Da Genova arriva il motore a... batteri

Potrebbe accadere, in futuro, di arrivare al distributore e dire all’omino: «Mi faccia il pieno di.... influenza». E sarà tutta colpa dei bravi ricercatori dell’Infm, Istituto nazionale per la Fisica della Materia, nell’ambito del Cnr, che hanno scoperto un sistema per creare energia dai batteri.

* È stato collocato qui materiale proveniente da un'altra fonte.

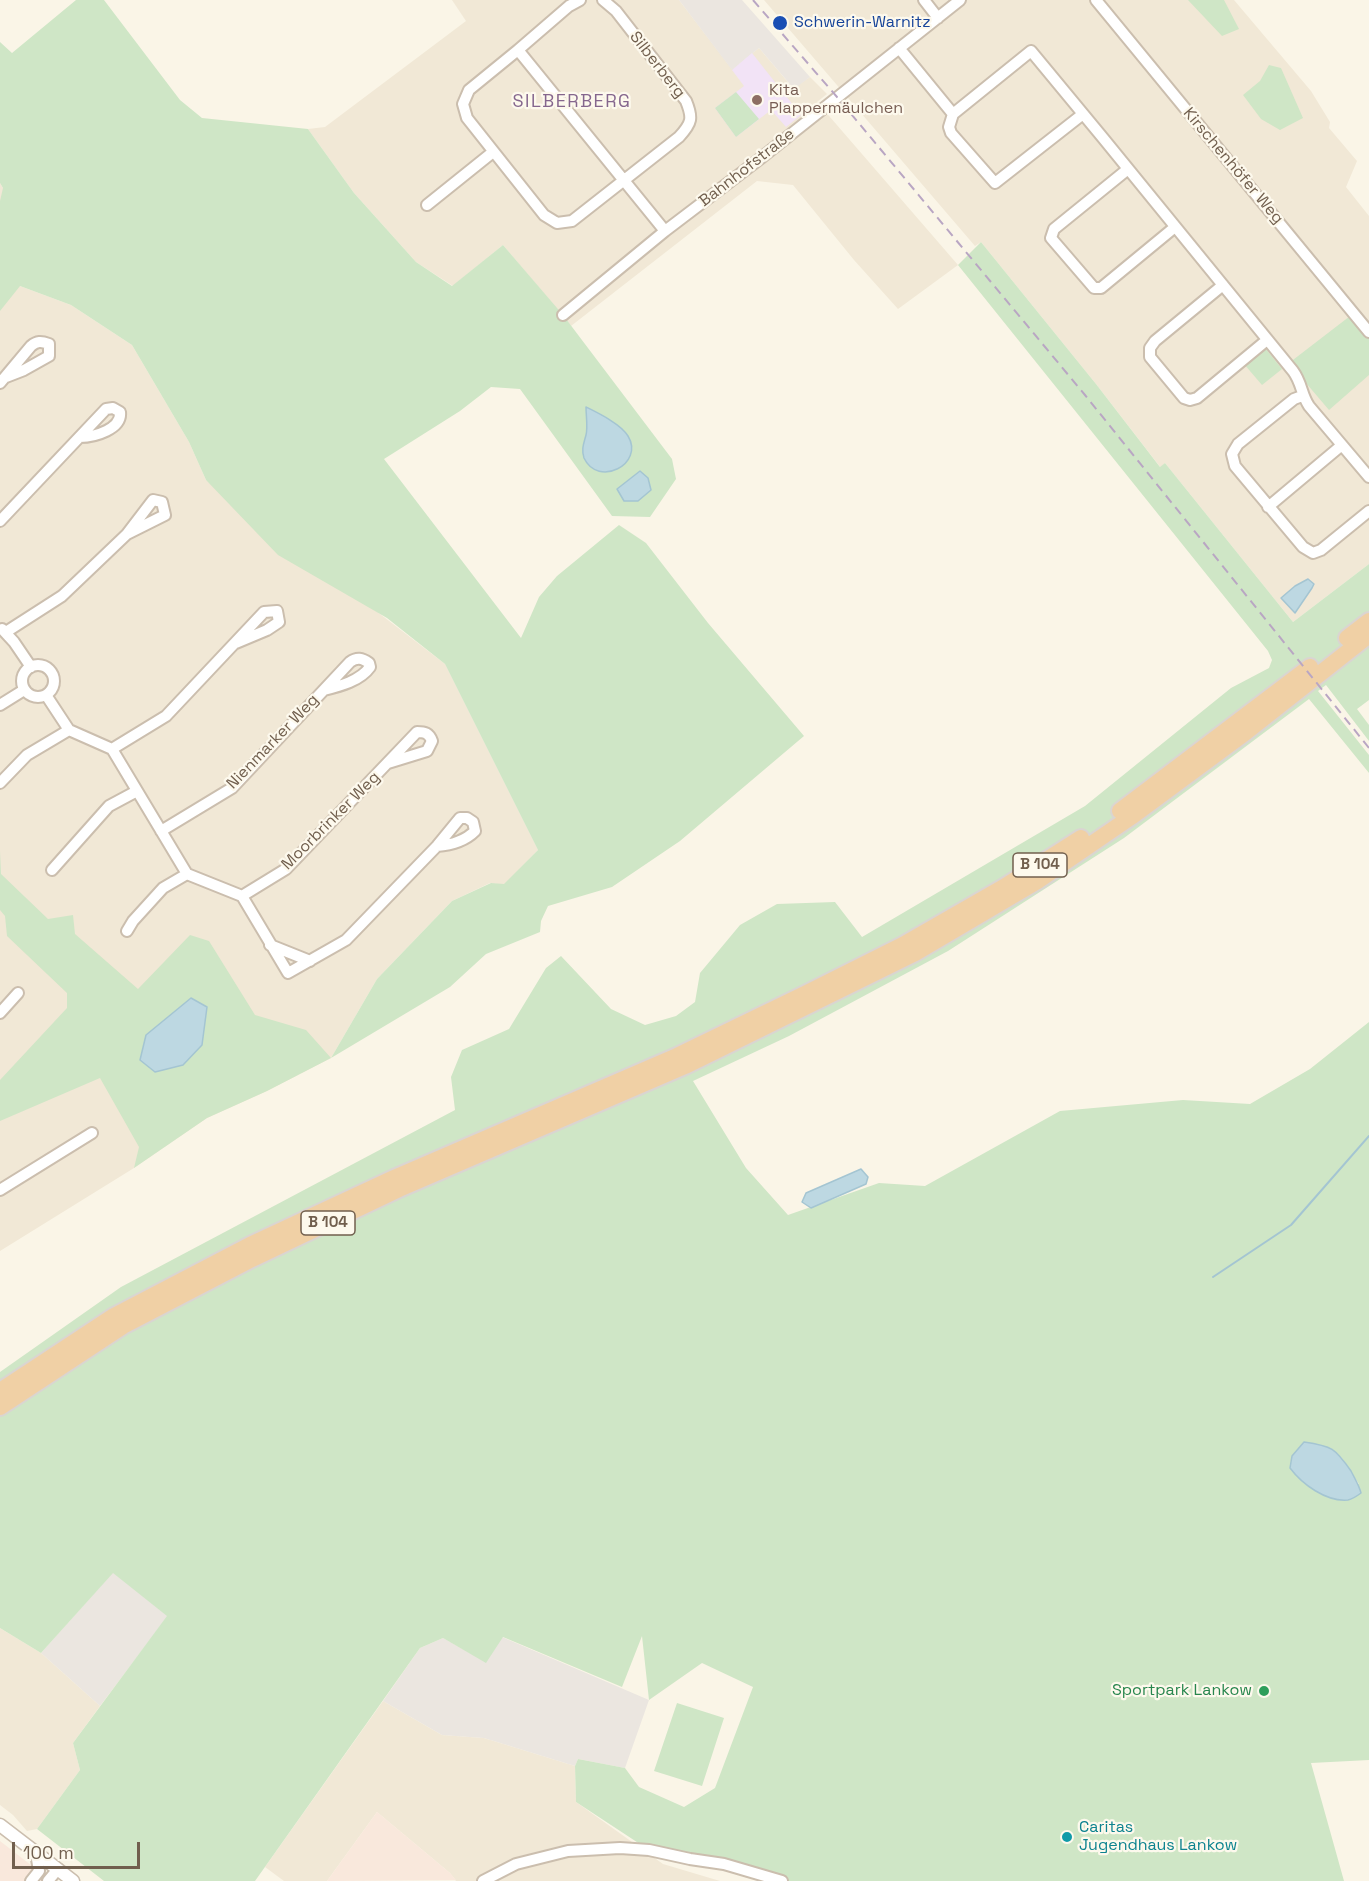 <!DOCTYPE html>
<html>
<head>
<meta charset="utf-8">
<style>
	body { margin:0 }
	#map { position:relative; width:1369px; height:1881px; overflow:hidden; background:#faf5e7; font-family:"Space Grotesk",sans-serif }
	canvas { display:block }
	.scale { position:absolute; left:12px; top:1842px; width:128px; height:27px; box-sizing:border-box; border:3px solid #715f4e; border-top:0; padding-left:8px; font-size:18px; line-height:21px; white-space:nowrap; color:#715f4e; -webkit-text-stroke:4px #fdf9ed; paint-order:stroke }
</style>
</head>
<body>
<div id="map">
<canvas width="1369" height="1881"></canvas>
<div class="scale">100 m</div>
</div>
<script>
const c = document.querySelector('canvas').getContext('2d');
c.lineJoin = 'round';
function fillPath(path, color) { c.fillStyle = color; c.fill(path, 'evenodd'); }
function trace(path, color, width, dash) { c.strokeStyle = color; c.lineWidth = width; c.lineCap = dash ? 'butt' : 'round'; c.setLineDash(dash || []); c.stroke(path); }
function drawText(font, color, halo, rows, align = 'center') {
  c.font = font + ' "Space Grotesk",sans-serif'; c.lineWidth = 4.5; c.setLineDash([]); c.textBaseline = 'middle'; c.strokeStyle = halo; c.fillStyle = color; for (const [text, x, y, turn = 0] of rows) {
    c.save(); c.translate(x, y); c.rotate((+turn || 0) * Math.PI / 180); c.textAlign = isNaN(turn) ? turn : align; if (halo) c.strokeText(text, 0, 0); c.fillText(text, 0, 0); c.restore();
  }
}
fillPath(new Path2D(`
	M452,0h227l53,69 27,-21 34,40 17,-11 17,17 -10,8 141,163 -60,44 -44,-49 -61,-75 -36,-4 -186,145 -68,-81 -50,41 -37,-24 -62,-69 -46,-64 17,-2 141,-106z
	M764,0h470l77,91 19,31 -1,6 28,33 -11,26 23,29v348l-76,58 -128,-159 -4,5 -65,-84 -115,-142 -6,4z
	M0,183l3,5 17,98 51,19 61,40 57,97 17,38 239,184 93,186 -34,35 -14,-2 -38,18 -75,78 -46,79 -64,33 -60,27 -73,50 -134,83z
	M0,1628l41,25 59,53 -27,37 7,27 -43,59 -10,2 -14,-16 -13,-10z
	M383,1701l59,34 42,3 91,28 1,36 87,62 57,17h-264l-6,-8 -73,-61 -50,69h-43l-19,-14z`), '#f1e8d6');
fillPath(new Path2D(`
	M377,1812l73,61 6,7 -129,1z
	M0,1841l27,21 24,19h-51z`), '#f9e8dc');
fillPath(new Path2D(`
	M679,0h63l68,77 -16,12 -35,-41 -27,22z
	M113,1572l55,44 -68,90 -59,-53z
	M502,1637l147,63 -24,68 -47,-9 -3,7 -91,-28 -42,-3 -59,-34 37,-53 23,-10 43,24z`), '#ebe6e0');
fillPath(new Path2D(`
	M752,53l49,62 -15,12 -15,-17 -35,27 -21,-29 29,-22 -12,-16z`), '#f2e3f6');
fillPath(new Path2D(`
	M76,0h28l76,100 22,18 106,11 46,64 62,69 36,24 51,-41 60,70 109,144 4,20 -26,38 -38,-1 -92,-127 -29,-2 -31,24 -76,48 137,179 18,-41 18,-21 62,-51 27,18 62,80 96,113 -124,105 -68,46 -64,19 -7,15 -1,11 -54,22 -36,33 -119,71 -64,33 -60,27 -73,50 5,-21 -39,-69 -100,43v-41l67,-72v-15l-60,-57 -2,-20 -5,-6v-59l1,23 47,45 25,-4 2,19 63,55 52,-54 19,6 46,74 51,15 25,28 46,-79 75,-78 39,-18 13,1 34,-34 -93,-186 -58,-46 -109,-63 -72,-75 -17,-38 -57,-97 -61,-40 -51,-19 -20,25v-110l3,-13 -3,-5v-141l12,11z
	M1188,0h36l15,29 -17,7z
	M1269,65l12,3 22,50 -23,12 -19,-11 -18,-24 17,-14z
	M736,92l23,27 -23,18 -21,-29z
	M981,242l115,142 64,83 5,-4 128,159 76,-58v136l-12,9 12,16v16l-43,-56 -8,6 51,64v18l-60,-74 -185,139 -176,113 -159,85 -96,45 53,87 42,47 91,-32 46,3 135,-75 123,-11 67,4 60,-35 59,-47v738l-58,3 33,118h-562l-133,-31 -73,-48 -1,-36 3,-7 47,9 14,19 45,20 31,-19 38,-101 -51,-24 -53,37 -7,-64 -20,51 -119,-50 -17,26 -43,-25 -23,10 -165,233h-151l-67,-52 43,-59 -7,-27 94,-127 -54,-43 -72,80 -41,-25v-256l121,-85 334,-177 -4,-33 11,-27 47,-21 37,-61 15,-12 50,53 34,16 31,-9 19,-14 5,-29 40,-48 37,-21 58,-2 27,35 223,-131 146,-118 38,-20 3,-8 -4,-9 -310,-386zM1304,1443c36,4 37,13 55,41l-66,-28z
	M1354,313l15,19v43l-40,35 -40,-47z
	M1265,348l17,21 -20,16 -18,-21z
	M677,1703l47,15 -22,68 -48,-15z`), '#cfe6c6');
const water = new Path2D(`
	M586,407c12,6 35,17 42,29 17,28 -30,52 -44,22 -3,-9 0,-15 2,-23 2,-8 0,-19 0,-28z
	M640,471l8,7 3,12 -13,11h-14l-7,-12z
	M1308,579l6,5 -2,4 -17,25 -14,-15 14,-12z
	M191,998l16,9 -5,38 -19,20 -28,7 -15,-12 6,-25z
	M861,1169l7,8 -2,7 -55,24 -9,-6 4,-9z
	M1304,1442c28,4 31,6 47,29 4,8 8,14 10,22 -4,3 -8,6 -13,7 -22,2 -46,-16 -58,-32l2,-12z`);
fillPath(water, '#bdd8e2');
trace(water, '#a4c5d2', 1.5);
trace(new Path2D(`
	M1213,1277l78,-52 78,-89`), '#a4c5d2', 2);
const minor = new Path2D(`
	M580,0l-11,6 -51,44 147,181
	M924,0l14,18
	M1096,0l273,332
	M899,48l54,66
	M518,50l-49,40 -6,14 4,14 77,97 13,8 15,-2 107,-84c13,-14 14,-19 7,-36l-70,-90 -13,-11
	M1083,114l-88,69 -44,-50 -2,-6 4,-13 78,-63 72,87 190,233c9,12 8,23 16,35l60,71
	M1128,169l-74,60 -3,9 43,50h7l74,-61
	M427,205l66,-53
	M1223,285l-68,56 -5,7v9l34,41 6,2 7,-2 70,-58
	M563,315l102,-84 96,-73 199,-158
	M0,383l31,-37c6,-5 10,-5 18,-2v12l-25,14 -18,7
	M1302,396l-8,3 -56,45 -6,10 3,12 68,81 10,6 8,-3 48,-39
	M1268,507l74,-62
	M0,521l106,-112 7,-1 7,4c2,17 -25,25 -40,25
	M2,629l12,13 17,25
	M6,632l56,-36 65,-62 26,-34 9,2 3,13 -38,19
	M22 681a16 16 0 1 1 32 0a16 16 0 1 1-32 0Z
	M46,695l23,35 43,19 75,125 55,22 46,77 58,-33 91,-94 23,-28h7l6,4 2,9c-11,11 -24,14 -38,15
	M0,705l24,-15
	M112,749l54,-33 98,-104 13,-1 2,11 -12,8 -31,13
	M0,783l27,-28 42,-25
	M161,831l71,-43 118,-126c7,-5 12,-4 19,1l1,4c-10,14 -30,19 -46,23
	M52,870l57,-64 28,-15
	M242,896l44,-27 131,-137c8,0 12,1 15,9l-5,10 -39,12
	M127,931l6,-10 30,-33 24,-14
	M270,945l40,16
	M0,1013l18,-20
	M0,1190l92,-57
	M31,1881l8,-10 -3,-18
	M48,1881l10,-12
	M483,1881l33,-17 52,-13 52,-3 29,2 41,9 34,5 58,17`);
const tertiary = new Path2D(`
	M0,1825l73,56`);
const trunk = new Path2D(`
	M1347,638l22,-17
	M1120,811l190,-144
	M0,1391l114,-75 136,-71 144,-67 283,-122 128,-62 98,-49 101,-58 77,-49
	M0,1407l123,-81 129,-67 147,-70 286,-123 230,-113 124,-73 92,-63 115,-85 123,-97`);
trace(minor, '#cbbeae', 14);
trace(tertiary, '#cbbeae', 15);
trace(trunk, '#dad5d1', 20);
trace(minor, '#fff', 10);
trace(tertiary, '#fff', 12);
trace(trunk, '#f0d0a5', 16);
trace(new Path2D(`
	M753,0l84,97 248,298 284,353`), '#b9a6c3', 2, [9, 6]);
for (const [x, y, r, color] of [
	[780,23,8,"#1a4fb4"],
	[757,100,6,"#8d6e63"],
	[1264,1691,6,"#2e9e5b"],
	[1067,1837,6,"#0f9aa8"]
]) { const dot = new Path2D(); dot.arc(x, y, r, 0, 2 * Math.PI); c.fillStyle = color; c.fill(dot); trace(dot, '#fdf9ed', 2); }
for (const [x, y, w] of [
	[1040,865,54],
	[328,1223,54]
]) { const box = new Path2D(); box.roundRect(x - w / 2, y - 12, w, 24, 4.5); c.fillStyle = '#fdf9ed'; c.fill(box); trace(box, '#715f4e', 1.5); }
drawText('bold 15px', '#715f4e', null, [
	["B 104",1040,865],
	["B 104",328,1223]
]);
drawText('16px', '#164399', '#fdf9ed', [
	["Schwerin-Warnitz",794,23]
], 'left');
drawText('16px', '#715f4e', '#fdf9ed', [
	["Silberberg",657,65,52],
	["Kirschenhöfer Weg",1233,166,50],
	["Bahnhofstraße",747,168,-38],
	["Nienmarker Weg",273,742,-46],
	["Moorbrinker Weg",331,821,-45]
]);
drawText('16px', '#785e54', '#fdf9ed', [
	["Kita",769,91],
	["Plappermäulchen",769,109]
], 'left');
drawText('16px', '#27864d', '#fdf9ed', [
	["Sportpark Lankow",1252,1691]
], 'right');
drawText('16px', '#0d838f', '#fdf9ed', [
	["Caritas",1079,1828],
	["Jugendhaus Lankow",1079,1846]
], 'left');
c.letterSpacing = '1.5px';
drawText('18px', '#85668d', '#fdf9ed', [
	["SILBERBERG",572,102]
]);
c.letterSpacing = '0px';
</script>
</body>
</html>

Sì, la ricerca, i cui risultati sono stati pubblicati on line a gennaio sulle Physical Rewiew Letters, mirava a fare lavorare come fossero animali da soma microscopici i batteri, in modo da renderne fattibile l’uso in apparecchi miniaturizzati.
Curiosità scientifica fino a pochissimo tempo fa, i motori batterici sono diventati un campo di intensa ricerca da quando nel 2006 se è dimostrata la fattibili in Giappone. «L’obiettivo - spiegano i ricercatori - è quello di sfruttare le potenzialità dei batteri per alimentare tutta una serie di apparecchi microscopici, come impianti medicali o nanodispositivi ancora da inventare per i quali i motori batterici potrebbero fornire una fonte di energia economica e di dimensioni ridottissime.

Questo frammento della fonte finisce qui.